Which all means that to persuade, Singleton, and those who are using his paper to say Eureka!, need to provide a plausible explanation of how learning/behavioral finance effects change the behavior of producers and consumers in ways that what would mean that price distortions do not lead to noticeable changes in quantities like inventory. That is, he points to models of asset markets in which there are no consumers; to make a realistic and testable model, you would need to include producers and consumers as well–not just demand for a stock of assets, but flow demand and supply.

One last thing. The Singleton paper has “boom and bust” in the title, and many behavioral finance/learning models predict boom and bust patterns in speculative prices. There was a boom and bust in oil prices and other commodity prices–but the bust in 2008 was not plausibly the kind of speculative bubble bursting that occurs in the models. It was definitely driven by a huge collapse in demand resulting from the financial crisis. Thus the “bust” part of the price movements should not be used as evidence in favor of the theory. Instead, it fits far better a fundamentals-based story. As I told many reporters as prices peaked in summer 2008, when they asked what would bring down prices: be careful what you ask for. A major recession would be the most likely cause of a big price decline. That’s what happened–not the bursting of a speculative bubble.

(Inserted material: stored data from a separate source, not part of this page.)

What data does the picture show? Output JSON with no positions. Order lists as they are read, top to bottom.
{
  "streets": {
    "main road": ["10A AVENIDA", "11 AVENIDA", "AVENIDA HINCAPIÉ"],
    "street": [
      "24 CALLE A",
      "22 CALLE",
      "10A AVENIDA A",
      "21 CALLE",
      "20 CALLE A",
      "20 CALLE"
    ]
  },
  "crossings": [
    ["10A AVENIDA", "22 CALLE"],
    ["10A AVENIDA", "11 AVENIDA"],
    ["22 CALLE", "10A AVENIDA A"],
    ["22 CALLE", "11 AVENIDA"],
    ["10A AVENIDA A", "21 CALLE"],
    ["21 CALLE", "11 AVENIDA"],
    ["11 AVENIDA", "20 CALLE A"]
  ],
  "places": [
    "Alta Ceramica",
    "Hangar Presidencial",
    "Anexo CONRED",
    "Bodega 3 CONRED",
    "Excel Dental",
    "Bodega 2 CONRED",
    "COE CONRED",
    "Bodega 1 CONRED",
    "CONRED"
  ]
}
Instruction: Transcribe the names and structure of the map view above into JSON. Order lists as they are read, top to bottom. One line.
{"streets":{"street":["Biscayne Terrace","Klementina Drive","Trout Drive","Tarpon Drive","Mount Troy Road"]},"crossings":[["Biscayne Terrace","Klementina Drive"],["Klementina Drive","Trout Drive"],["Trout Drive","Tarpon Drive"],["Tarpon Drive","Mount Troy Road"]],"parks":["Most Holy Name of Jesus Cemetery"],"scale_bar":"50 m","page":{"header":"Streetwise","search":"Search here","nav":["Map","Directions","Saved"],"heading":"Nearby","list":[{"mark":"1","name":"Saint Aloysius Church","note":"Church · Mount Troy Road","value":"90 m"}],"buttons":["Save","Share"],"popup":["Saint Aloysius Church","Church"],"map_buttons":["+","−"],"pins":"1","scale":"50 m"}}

Relatedly. Prices that positively cannot be driven by asset pricing bubbles–because they are are definitively not assets–boom and bust. During the same period that oil prices were booming and then busting, shipping rates were doing the same thing. Space on a ship is not an asset. It is not storable; you use it or lose it. You can speculate on the price of the ship, but the price of the services of the ship cannot be subject to asset pricing bubbles–because these services are not an asset. The spike and thudding collapse of shipping rates in 2007-early 2009 is indicative of a rise and fall in the demand for commodities (which are transported by ship), and cannot be explained by speculative distortion induced by learning, etc. Put differently, booms and busts occur in markets in which asset price bubbles are impossible.

To summarize. 1. Singleton’s results are perfectly consistent with rational pricing, no speculative distortions, and financial market frictions. 2. The conditions that would reconcile the kind of learning/behavioral finance model that would be necessary to explain the lack of inventory accumulation are highly implausible. If somebody wants to tell a more convincing story about commodity price bubbles, it is necessary to do more than just genuflect to models devised to explain things like the dot-com bubble. You have to create a model that includes flow demand and supply, and derive testable implications of investor/speculator learning or irrationality for quantities produced, consumed, and stored. Only then will it even be remotely possible to determine the real implications of these learning models for commodities.